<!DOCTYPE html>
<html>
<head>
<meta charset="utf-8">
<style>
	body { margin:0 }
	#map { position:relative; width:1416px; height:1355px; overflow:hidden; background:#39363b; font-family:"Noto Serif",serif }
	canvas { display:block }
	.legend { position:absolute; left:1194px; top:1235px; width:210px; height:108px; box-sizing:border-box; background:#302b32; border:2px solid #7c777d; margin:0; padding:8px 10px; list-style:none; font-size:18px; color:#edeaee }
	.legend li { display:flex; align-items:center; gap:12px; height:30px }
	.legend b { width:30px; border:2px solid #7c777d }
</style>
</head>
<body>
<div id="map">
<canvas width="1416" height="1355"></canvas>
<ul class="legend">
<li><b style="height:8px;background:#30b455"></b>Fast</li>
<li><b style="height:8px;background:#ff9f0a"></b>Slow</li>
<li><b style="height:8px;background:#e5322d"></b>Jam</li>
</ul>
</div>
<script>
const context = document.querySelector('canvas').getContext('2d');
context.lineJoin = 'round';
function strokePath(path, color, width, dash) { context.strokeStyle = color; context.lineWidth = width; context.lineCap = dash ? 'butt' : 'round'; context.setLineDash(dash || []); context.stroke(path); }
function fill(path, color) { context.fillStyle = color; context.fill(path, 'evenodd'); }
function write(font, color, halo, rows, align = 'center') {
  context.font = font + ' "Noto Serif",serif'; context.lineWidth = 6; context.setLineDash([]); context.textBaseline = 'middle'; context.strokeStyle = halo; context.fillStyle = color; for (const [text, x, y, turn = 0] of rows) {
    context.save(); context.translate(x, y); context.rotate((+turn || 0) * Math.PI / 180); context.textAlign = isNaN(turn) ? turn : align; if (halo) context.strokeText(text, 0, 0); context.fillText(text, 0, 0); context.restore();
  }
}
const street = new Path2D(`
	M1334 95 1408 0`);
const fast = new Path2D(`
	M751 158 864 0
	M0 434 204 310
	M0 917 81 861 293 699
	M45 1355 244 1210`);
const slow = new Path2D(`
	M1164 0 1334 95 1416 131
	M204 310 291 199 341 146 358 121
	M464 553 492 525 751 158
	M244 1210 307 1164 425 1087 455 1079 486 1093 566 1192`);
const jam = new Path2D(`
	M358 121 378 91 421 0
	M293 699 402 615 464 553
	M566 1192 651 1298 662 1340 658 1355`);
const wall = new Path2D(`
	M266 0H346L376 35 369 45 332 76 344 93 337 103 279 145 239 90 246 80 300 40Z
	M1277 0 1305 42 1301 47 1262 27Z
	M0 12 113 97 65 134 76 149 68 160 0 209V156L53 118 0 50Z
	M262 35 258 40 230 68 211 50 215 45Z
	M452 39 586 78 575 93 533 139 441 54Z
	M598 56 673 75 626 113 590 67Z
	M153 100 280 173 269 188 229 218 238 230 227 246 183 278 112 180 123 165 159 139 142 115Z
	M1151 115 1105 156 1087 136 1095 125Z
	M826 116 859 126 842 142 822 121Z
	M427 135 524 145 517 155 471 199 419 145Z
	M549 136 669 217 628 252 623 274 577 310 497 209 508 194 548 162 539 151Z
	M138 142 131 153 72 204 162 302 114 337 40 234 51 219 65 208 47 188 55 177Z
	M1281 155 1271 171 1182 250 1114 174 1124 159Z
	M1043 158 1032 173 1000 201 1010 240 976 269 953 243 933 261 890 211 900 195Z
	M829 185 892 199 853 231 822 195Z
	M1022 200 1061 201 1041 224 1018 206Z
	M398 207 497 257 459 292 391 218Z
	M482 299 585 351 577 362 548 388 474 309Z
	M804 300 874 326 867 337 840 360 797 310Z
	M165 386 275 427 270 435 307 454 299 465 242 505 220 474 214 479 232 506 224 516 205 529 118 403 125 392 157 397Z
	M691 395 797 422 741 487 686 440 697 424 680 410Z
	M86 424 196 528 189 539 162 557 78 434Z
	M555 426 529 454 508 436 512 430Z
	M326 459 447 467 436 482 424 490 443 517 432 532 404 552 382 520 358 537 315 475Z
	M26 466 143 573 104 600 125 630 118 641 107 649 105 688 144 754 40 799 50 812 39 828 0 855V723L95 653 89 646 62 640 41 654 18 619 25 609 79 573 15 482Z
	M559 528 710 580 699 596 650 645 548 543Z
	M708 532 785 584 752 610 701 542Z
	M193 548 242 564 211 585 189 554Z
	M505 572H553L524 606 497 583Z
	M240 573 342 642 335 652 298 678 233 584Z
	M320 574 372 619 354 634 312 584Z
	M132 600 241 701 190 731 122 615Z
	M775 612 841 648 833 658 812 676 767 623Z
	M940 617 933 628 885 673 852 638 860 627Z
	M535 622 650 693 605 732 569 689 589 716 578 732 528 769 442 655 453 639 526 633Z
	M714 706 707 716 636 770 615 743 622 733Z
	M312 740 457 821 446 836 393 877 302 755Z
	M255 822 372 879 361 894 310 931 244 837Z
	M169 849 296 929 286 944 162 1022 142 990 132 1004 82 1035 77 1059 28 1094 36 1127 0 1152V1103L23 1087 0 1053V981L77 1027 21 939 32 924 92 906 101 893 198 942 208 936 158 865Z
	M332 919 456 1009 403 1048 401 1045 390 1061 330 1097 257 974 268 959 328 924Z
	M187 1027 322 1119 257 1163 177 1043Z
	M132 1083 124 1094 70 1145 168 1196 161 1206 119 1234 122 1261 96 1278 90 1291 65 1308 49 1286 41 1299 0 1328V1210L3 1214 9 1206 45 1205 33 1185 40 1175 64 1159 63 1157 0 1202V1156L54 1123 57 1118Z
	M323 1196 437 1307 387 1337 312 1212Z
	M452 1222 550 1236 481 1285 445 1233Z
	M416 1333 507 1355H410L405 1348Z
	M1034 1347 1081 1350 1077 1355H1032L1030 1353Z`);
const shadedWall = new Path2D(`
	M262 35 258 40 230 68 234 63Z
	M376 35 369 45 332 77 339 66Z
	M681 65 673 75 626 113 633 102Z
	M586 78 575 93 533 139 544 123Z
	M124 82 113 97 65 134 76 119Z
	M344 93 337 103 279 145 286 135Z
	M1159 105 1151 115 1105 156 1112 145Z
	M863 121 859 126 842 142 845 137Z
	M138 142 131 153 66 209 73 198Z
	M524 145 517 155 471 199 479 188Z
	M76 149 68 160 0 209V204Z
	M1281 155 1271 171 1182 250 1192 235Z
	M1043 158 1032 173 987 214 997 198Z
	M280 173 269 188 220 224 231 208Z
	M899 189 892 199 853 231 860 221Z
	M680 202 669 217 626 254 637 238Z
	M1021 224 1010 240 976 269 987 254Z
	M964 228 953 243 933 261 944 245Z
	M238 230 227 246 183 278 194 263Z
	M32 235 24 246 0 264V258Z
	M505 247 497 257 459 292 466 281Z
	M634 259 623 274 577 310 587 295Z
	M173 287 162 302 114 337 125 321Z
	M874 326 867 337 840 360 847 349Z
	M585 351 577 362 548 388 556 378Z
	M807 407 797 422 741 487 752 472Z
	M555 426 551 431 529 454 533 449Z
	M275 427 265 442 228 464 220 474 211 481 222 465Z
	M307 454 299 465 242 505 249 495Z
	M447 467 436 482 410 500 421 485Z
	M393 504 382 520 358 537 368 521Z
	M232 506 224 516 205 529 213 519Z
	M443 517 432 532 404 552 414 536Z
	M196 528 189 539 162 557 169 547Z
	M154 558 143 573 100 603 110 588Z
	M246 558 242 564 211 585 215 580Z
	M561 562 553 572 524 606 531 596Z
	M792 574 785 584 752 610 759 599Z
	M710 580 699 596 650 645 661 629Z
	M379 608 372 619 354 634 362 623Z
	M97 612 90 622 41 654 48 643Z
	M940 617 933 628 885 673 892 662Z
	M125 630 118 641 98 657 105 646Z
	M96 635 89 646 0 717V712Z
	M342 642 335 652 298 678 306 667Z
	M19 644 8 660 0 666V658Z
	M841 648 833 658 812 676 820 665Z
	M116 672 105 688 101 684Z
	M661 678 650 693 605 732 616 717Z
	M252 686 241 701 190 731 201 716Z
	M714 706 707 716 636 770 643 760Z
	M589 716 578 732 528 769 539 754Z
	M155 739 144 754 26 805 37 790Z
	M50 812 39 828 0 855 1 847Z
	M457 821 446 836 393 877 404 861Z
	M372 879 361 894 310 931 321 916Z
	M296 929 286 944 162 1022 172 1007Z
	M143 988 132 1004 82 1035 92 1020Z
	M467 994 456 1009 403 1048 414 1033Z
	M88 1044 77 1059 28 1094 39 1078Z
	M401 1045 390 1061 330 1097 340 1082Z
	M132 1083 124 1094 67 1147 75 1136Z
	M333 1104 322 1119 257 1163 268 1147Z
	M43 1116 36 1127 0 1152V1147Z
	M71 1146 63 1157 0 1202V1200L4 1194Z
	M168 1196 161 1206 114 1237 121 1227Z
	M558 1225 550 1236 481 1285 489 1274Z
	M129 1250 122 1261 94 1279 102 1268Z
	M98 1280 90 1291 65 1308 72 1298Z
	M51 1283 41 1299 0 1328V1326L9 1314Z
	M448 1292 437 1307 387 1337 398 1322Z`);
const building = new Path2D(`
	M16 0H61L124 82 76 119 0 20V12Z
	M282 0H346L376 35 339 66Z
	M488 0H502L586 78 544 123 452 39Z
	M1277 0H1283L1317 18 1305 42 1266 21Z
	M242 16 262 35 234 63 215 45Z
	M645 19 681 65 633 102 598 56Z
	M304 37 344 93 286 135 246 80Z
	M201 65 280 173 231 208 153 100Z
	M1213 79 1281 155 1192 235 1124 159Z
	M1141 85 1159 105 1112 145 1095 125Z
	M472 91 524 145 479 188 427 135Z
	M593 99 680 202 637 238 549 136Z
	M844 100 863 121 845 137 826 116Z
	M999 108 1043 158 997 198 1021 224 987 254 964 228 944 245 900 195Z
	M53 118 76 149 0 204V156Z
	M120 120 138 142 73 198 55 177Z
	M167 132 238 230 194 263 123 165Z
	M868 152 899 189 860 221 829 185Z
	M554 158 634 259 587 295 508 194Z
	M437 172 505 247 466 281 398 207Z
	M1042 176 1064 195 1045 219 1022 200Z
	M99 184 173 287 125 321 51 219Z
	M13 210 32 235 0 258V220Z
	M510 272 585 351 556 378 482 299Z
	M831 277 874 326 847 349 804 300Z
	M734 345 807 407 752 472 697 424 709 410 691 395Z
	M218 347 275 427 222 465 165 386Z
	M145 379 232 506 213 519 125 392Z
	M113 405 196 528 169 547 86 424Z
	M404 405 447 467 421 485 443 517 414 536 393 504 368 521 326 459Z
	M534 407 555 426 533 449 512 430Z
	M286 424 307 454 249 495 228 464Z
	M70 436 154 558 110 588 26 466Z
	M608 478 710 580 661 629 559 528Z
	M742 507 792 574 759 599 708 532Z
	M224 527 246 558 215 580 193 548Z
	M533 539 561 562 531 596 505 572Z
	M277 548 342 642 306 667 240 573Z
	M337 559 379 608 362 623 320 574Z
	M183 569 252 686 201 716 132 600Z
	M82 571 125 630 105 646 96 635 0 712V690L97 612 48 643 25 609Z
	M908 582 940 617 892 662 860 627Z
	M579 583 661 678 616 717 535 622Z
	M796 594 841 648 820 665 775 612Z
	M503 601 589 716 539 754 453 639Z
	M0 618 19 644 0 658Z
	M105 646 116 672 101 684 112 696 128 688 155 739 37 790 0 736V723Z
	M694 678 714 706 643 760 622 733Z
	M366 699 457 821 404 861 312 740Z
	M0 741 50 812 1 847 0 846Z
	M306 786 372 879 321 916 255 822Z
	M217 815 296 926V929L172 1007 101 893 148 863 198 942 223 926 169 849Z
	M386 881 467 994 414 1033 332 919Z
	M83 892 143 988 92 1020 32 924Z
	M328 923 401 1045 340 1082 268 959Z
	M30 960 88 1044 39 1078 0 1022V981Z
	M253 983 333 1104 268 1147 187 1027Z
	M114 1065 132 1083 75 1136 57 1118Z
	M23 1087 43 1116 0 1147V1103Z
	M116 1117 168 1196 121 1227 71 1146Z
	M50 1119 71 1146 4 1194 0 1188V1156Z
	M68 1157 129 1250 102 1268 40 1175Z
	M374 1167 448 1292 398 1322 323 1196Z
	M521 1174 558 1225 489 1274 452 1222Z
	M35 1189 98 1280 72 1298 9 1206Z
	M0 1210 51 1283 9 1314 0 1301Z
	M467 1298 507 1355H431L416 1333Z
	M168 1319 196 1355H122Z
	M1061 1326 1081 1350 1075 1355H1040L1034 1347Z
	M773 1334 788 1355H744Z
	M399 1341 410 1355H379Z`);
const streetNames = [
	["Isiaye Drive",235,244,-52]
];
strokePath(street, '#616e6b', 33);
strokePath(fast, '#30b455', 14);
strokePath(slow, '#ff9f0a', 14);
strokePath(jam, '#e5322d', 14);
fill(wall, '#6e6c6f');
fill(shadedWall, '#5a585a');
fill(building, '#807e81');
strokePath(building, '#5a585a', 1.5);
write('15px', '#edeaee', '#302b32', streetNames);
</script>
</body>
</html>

- _Your objective_: The output must consist solely of the lines from the first line of the records through the line containing "M204 310 291 199 341 146 358 121", reproduced exactly.

- _Response to the task_:
<!DOCTYPE html>
<html>
<head>
<meta charset="utf-8">
<style>
	body { margin:0 }
	#map { position:relative; width:1416px; height:1355px; overflow:hidden; background:#39363b; font-family:"Noto Serif",serif }
	canvas { display:block }
	.legend { position:absolute; left:1194px; top:1235px; width:210px; height:108px; box-sizing:border-box; background:#302b32; border:2px solid #7c777d; margin:0; padding:8px 10px; list-style:none; font-size:18px; color:#edeaee }
	.legend li { display:flex; align-items:center; gap:12px; height:30px }
	.legend b { width:30px; border:2px solid #7c777d }
</style>
</head>
<body>
<div id="map">
<canvas width="1416" height="1355"></canvas>
<ul class="legend">
<li><b style="height:8px;background:#30b455"></b>Fast</li>
<li><b style="height:8px;background:#ff9f0a"></b>Slow</li>
<li><b style="height:8px;background:#e5322d"></b>Jam</li>
</ul>
</div>
<script>
const context = document.querySelector('canvas').getContext('2d');
context.lineJoin = 'round';
function strokePath(path, color, width, dash) { context.strokeStyle = color; context.lineWidth = width; context.lineCap = dash ? 'butt' : 'round'; context.setLineDash(dash || []); context.stroke(path); }
function fill(path, color) { context.fillStyle = color; context.fill(path, 'evenodd'); }
function write(font, color, halo, rows, align = 'center') {
  context.font = font + ' "Noto Serif",serif'; context.lineWidth = 6; context.setLineDash([]); context.textBaseline = 'middle'; context.strokeStyle = halo; context.fillStyle = color; for (const [text, x, y, turn = 0] of rows) {
    context.save(); context.translate(x, y); context.rotate((+turn || 0) * Math.PI / 180); context.textAlign = isNaN(turn) ? turn : align; if (halo) context.strokeText(text, 0, 0); context.fillText(text, 0, 0); context.restore();
  }
}
const street = new Path2D(`
	M1334 95 1408 0`);
const fast = new Path2D(`
	M751 158 864 0
	M0 434 204 310
	M0 917 81 861 293 699
	M45 1355 244 1210`);
const slow = new Path2D(`
	M1164 0 1334 95 1416 131
	M204 310 291 199 341 146 358 121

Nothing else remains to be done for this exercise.